### [YOUR TASK]
Pick out and copy every line below that has the word "Franz".

### [Extracted data entries]
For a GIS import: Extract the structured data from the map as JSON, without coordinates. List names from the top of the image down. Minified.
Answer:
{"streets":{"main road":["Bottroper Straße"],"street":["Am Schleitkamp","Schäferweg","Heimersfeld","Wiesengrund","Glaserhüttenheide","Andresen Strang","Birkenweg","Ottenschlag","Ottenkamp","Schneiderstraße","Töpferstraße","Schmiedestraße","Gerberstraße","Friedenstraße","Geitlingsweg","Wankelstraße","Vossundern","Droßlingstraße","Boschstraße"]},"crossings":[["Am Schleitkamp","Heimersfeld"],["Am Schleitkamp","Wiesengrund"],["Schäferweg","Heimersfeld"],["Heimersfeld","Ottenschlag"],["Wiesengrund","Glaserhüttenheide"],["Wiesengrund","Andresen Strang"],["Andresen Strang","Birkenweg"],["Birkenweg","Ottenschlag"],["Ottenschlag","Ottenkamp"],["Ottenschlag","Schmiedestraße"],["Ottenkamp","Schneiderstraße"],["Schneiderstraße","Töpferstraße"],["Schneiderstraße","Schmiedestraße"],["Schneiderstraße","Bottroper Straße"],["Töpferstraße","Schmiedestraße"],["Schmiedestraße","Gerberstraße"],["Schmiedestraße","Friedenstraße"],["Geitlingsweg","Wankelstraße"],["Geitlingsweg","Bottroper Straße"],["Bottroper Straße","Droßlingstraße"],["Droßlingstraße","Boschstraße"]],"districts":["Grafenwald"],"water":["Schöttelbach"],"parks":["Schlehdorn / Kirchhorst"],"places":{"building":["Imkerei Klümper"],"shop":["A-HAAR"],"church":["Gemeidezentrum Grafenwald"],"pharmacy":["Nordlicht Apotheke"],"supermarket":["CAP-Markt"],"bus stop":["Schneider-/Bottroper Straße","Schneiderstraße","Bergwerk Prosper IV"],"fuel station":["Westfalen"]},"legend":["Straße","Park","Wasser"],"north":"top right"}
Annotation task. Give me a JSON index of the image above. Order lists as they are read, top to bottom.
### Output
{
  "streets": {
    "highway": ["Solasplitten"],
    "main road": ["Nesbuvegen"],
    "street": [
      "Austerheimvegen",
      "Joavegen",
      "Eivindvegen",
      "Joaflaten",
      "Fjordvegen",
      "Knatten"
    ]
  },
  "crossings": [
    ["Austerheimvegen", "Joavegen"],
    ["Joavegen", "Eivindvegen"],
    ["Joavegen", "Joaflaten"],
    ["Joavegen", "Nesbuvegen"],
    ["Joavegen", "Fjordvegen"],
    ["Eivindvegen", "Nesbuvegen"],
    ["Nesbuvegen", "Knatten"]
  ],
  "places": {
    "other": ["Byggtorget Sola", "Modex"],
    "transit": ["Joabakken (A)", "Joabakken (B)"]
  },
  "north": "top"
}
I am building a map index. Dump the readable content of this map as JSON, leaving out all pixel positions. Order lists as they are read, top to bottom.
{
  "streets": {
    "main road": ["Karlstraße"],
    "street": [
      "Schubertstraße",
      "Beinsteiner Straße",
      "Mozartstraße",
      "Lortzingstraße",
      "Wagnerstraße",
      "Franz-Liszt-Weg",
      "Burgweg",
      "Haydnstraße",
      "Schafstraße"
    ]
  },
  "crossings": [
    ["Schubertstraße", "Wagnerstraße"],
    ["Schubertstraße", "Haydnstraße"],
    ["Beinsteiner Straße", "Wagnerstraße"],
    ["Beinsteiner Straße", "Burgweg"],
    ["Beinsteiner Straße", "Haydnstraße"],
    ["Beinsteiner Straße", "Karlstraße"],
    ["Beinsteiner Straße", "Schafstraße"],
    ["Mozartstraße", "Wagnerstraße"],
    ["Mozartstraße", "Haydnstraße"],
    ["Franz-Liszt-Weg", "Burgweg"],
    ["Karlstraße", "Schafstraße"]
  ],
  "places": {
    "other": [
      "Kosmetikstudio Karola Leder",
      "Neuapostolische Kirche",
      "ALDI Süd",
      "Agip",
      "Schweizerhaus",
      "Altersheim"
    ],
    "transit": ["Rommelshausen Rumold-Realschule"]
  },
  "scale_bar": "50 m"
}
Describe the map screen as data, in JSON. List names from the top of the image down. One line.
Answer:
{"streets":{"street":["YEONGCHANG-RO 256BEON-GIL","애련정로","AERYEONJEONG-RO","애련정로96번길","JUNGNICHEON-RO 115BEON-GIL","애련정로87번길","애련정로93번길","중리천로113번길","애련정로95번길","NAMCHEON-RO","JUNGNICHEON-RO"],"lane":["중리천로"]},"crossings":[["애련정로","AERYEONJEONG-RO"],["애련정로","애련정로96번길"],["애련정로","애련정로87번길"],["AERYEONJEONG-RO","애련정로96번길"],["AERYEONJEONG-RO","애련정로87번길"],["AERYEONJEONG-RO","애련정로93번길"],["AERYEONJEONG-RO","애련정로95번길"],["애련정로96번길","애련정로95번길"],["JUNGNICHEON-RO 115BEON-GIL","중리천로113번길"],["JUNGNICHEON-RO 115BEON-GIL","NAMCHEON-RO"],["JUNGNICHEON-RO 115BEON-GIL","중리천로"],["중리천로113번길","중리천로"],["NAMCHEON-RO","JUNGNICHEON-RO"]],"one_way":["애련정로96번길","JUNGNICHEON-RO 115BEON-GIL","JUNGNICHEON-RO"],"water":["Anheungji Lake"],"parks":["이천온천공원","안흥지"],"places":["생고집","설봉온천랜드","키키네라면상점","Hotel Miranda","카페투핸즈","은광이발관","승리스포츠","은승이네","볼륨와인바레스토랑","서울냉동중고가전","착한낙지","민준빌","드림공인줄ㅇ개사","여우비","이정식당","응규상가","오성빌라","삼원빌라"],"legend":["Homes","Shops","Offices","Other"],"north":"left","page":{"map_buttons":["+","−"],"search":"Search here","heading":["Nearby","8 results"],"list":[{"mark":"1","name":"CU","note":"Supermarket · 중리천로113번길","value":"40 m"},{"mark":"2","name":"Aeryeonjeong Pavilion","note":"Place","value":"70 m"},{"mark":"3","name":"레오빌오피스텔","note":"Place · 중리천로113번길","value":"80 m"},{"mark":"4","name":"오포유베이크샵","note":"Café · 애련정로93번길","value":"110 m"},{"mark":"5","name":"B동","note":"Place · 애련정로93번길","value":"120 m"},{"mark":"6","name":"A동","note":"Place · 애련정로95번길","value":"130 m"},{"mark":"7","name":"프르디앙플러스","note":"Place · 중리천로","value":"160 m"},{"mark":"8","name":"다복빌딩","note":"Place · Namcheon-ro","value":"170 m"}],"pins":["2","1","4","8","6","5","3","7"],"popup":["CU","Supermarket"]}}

### [TASK SOLUTION]
      "Franz-Liszt-Weg",
    ["Franz-Liszt-Weg", "Burgweg"],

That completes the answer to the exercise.